Transcribe the records word for word. Leave every picture out.

TASK MATERIAL
+++++

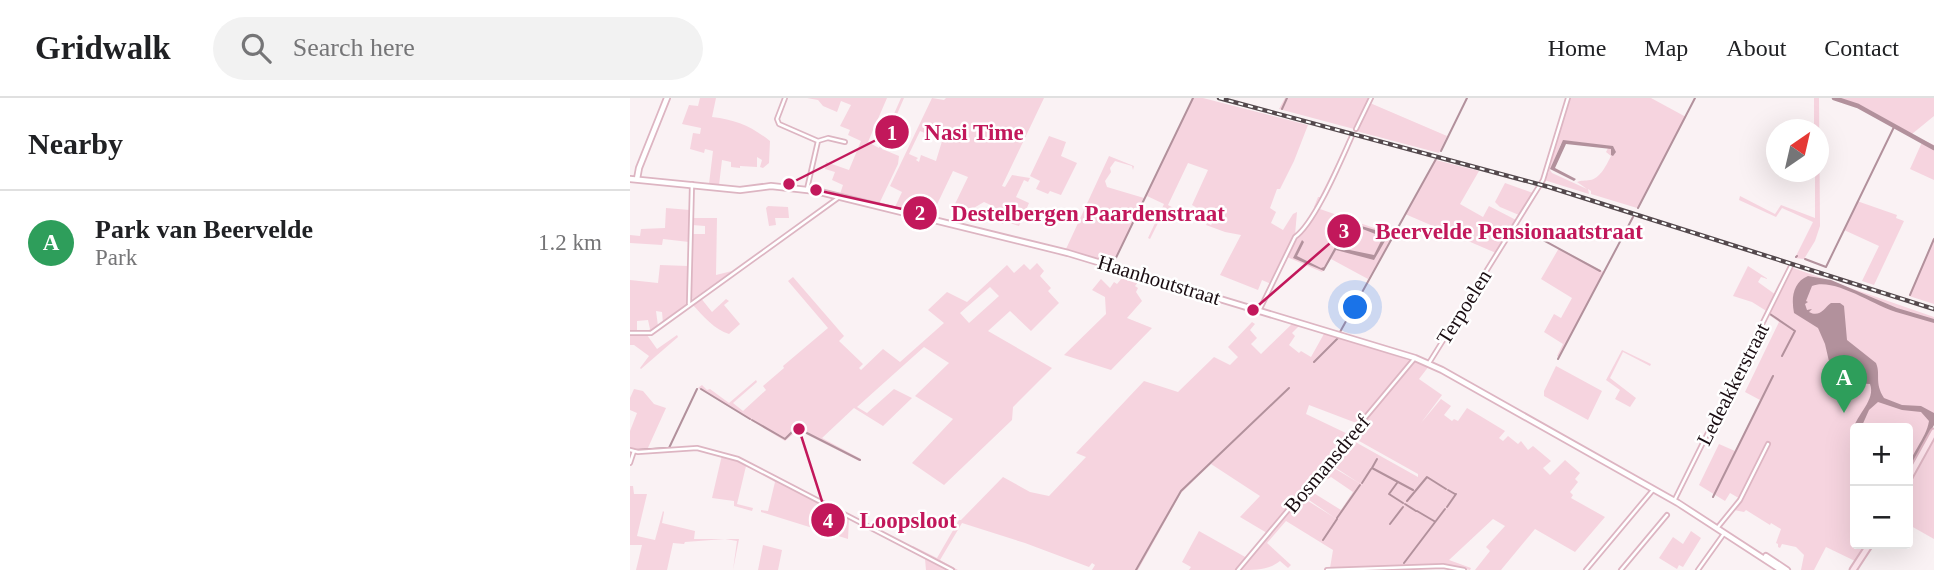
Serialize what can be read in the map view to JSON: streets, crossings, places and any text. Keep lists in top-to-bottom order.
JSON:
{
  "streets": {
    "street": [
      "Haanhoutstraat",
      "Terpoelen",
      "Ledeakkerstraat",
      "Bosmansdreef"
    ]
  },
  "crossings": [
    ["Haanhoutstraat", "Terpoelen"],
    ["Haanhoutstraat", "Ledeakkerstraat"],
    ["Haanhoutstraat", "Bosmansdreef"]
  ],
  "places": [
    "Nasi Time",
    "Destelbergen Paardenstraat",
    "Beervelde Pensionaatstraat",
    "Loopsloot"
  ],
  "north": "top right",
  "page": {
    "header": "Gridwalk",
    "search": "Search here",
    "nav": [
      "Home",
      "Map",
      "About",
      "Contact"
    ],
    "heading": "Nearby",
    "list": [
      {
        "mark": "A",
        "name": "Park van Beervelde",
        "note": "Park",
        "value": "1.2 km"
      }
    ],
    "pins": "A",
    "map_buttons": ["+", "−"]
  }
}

+++++

RESPONSE TO THIS EXERCISE
Serialize what can be read in the map view to JSON: streets, crossings, places and any text. Keep lists in top-to-bottom order.
JSON:
{
  "streets": {
    "street": [
      "Haanhoutstraat",
      "Terpoelen",
      "Ledeakkerstraat",
      "Bosmansdreef"
    ]
  },
  "crossings": [
    ["Haanhoutstraat", "Terpoelen"],
    ["Haanhoutstraat", "Ledeakkerstraat"],
    ["Haanhoutstraat", "Bosmansdreef"]
  ],
  "places": [
    "Nasi Time",
    "Destelbergen Paardenstraat",
    "Beervelde Pensionaatstraat",
    "Loopsloot"
  ],
  "north": "top right",
  "page": {
    "header": "Gridwalk",
    "search": "Search here",
    "nav": [
      "Home",
      "Map",
      "About",
      "Contact"
    ],
    "heading": "Nearby",
    "list": [
      {
        "mark": "A",
        "name": "Park van Beervelde",
        "note": "Park",
        "value": "1.2 km"
      }
    ],
    "pins": "A",
    "map_buttons": ["+", "−"]
  }
}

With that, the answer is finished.